Tuesday, January 25, 2011

Google's Megastore paper is brilliant, but there's one part I particularly like

If you're at all interested in how Google builds their systems, you've undoubtedly already been hard at work studying the latest paper released by Google: Megastore: Providing Scalable, Highly Available Storage for Interactive Services. Here's a snip from the abstract of the paper:

Megastore blends the scalability of a NoSQL datastore with the convenience of a traditional RDBMS in a novel way, and provides both strong consistency guarantees and high availability. We provide fully serializable ACID semantics within fi ne-grained partitions of data. This partitioning allows us to synchronously replicate each write across a wide area network with reasonable latency and support seamless failover between datacenters.


The paper is excellent: clearly-written, thorough, and relevant. It covers the topic from the high-level requirements, through architecture and design, down to the important aspects of the implementation. You should read the entire paper (I'm just starting on my second pass through it). Of course, if you're not already comfortable with BigTable, Chubby, Paxos, etc., you're going to spend a lot of time chasing references, and probably need to come back to this paper later. But hopefully you've been Keeping Up With The Times, and so this caution isn't necessary...

Anyway, although I don't have a lot of insight regarding the basic content of the paper (except to say: "Thanks, Google, for once again sharing the details of your fascinating work!"), I wanted to share one part that I found particularly interesting, from a section near the end of the paper:

Development of the system was aided by a strong emphasis on testability. The code is instrumented with numerous (but cheap) assertions and logging, and has thorough unit test coverage. But the most effective bug-finding tool was our network simulator: the pseudo-random test framework. It is capable of exploring the space of all possible orderings and delays of communications between simulated nodes or threads, and deterministically reproducing the same behavior given the same seed. Bugs were exposed by finding a problematic sequence of events triggering an assertion failure (or incorrect result), often with enough log and trace information to diagnose the problem, which was then added to the suite of unit tests. While an exhaustive search of the scheduling state space is impossible, the pseudo-random simulation explores more than is practical by other means. Through running thousands of simulated hours of operation each night, the tests have found many surprising problems.
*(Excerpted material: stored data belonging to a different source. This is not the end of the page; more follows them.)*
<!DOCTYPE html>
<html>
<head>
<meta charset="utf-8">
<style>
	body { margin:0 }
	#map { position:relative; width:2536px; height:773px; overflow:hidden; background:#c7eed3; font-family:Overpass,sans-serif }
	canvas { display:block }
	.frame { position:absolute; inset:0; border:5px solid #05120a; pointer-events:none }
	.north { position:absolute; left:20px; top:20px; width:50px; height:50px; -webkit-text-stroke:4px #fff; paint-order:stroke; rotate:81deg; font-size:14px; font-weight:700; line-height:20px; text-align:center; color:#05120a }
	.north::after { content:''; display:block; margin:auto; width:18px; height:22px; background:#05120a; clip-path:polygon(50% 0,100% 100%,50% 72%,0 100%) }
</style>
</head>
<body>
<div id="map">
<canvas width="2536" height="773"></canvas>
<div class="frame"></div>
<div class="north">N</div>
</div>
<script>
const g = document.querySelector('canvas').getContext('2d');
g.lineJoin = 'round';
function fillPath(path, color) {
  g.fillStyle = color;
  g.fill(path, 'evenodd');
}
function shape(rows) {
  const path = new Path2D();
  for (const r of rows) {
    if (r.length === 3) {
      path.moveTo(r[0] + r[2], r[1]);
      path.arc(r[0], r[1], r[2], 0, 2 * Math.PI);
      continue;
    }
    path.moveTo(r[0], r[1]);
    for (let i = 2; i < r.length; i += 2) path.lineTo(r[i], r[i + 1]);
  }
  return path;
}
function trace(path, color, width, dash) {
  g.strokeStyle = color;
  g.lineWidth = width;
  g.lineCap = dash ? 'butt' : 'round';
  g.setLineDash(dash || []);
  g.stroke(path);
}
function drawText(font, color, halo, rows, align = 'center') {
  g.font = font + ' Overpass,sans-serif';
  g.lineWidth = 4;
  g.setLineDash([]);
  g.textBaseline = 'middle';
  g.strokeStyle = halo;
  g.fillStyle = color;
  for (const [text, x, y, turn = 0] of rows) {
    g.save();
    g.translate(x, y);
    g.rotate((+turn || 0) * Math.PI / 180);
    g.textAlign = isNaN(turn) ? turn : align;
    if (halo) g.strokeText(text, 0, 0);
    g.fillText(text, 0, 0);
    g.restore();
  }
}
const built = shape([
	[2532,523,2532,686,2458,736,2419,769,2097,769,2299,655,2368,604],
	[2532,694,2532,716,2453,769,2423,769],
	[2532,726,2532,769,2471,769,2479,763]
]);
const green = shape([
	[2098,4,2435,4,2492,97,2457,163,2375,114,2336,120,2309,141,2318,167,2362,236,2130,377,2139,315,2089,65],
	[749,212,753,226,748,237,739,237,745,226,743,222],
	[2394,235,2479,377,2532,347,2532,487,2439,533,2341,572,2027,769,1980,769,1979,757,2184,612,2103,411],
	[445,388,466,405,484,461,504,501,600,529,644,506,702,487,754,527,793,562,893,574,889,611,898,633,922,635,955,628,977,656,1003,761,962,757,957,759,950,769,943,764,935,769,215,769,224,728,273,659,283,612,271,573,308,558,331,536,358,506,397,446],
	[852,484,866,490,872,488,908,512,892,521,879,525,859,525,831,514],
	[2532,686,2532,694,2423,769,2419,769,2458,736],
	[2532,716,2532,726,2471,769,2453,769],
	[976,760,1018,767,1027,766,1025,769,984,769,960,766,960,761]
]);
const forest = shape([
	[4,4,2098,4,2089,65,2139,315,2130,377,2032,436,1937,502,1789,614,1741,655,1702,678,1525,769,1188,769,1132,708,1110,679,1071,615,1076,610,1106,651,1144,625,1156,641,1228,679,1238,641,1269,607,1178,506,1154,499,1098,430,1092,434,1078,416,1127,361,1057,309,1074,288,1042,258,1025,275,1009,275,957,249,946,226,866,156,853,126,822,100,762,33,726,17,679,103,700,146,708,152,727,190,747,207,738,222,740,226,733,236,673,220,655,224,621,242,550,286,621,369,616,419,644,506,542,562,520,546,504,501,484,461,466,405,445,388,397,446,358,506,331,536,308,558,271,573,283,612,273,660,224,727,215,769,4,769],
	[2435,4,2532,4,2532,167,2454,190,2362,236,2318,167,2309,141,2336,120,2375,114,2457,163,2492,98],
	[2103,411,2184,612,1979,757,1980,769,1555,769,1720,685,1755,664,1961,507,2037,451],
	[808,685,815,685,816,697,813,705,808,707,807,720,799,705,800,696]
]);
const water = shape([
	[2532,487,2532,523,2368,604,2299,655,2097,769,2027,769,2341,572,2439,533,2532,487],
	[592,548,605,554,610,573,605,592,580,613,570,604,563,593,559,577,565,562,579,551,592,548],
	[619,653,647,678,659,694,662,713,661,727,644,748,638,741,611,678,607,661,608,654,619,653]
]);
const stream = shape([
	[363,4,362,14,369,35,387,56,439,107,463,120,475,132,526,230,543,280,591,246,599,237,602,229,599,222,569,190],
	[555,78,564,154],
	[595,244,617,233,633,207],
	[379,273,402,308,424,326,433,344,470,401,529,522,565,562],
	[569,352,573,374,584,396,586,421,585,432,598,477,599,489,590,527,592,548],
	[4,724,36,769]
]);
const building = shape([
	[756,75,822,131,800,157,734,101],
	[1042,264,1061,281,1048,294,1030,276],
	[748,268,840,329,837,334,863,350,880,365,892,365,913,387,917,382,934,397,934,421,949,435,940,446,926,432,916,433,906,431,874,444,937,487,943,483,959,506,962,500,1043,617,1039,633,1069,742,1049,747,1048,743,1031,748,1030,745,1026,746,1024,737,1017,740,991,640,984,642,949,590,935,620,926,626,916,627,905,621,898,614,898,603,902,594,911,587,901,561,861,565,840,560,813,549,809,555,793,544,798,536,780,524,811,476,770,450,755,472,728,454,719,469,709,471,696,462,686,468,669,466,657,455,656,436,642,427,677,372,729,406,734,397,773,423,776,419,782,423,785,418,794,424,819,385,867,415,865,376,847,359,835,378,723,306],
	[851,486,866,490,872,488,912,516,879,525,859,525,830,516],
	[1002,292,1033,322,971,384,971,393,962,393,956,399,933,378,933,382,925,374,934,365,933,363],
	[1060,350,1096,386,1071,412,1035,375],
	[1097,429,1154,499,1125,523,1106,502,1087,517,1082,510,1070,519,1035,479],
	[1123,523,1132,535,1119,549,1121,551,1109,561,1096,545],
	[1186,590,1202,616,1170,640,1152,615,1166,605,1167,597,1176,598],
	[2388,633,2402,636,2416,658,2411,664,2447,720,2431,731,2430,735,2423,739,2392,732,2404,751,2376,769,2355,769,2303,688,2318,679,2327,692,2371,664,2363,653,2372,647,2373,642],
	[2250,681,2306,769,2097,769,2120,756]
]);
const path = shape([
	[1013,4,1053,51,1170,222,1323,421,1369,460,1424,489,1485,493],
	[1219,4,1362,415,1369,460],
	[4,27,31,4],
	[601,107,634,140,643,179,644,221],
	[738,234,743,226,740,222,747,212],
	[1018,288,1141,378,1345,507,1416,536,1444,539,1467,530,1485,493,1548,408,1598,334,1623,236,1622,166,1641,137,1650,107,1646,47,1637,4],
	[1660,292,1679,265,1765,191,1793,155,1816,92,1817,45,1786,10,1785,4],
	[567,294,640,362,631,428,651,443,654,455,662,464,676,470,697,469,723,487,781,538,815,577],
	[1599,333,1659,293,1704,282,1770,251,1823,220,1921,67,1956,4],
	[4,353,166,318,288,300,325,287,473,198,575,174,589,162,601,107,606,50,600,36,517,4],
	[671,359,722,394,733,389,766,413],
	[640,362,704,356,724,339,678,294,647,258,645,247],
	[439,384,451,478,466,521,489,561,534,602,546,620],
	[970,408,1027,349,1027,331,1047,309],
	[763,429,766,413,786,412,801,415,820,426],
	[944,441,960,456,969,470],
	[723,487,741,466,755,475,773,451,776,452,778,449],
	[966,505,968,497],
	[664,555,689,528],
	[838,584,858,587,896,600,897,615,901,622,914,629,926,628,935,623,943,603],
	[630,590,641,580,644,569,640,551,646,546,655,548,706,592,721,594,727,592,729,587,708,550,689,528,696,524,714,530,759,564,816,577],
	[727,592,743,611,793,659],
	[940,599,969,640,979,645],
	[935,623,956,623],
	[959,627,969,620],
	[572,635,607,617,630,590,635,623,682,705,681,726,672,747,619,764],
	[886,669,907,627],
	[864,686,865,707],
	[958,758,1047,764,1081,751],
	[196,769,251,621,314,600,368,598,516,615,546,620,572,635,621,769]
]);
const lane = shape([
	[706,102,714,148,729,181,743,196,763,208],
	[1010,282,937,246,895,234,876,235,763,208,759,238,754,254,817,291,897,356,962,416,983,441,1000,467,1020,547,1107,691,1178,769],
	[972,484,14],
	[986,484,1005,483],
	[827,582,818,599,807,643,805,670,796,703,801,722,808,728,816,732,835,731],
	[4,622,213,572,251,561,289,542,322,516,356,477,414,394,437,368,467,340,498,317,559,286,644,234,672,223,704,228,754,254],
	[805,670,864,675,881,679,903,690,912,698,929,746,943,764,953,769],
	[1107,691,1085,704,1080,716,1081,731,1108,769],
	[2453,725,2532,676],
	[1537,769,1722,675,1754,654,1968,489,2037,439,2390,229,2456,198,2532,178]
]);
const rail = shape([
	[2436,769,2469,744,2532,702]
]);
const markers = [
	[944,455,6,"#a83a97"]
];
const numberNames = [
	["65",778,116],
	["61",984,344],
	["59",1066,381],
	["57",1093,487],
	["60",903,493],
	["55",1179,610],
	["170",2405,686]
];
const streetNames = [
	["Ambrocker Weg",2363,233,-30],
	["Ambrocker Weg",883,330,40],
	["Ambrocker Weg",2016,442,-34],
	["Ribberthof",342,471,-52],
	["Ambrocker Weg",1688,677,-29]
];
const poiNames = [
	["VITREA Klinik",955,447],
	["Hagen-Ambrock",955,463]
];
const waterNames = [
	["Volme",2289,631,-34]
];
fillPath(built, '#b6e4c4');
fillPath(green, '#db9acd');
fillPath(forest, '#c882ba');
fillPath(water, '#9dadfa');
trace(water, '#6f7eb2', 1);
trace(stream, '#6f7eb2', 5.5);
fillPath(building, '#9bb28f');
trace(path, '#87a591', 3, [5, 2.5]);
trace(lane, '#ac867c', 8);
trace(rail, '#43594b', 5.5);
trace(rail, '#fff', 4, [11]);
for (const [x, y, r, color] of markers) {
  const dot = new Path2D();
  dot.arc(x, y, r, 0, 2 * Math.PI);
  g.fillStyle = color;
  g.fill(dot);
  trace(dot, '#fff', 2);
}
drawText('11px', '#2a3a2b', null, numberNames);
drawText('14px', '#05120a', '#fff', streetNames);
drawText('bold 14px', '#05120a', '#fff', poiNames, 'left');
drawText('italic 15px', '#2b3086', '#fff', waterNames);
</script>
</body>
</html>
What I particular enjoy about this passage is the way it delivers that hard-won, hard-earned, worth-reflecting-on knowledge that building reliable systems of significant complexity requires not just a single approach, but a collection of techniques. Similar to the way that security experts will often argue for "defense in depth", observe the overall plan of attack used by the Google team:

  • testability:

    • assertions

    • logging

  • unit tests

  • coverage

  • simulators

  • pseudo-random test generators

  • event-sequence tracking

  • for each found problem, adding the case back to the suite of unit tests



It wasn't enough to have one technique, or a simple approach; all of these tools must be taken out of the toolbox and used, routinely, throughout the lifetime of the software.

This is how real systems are built; this is how enduring software gets made. As they say, it's all in the details, and certainly this part of the paper says nothing ground-breaking or startling.

But it was still my favorite part of the paper!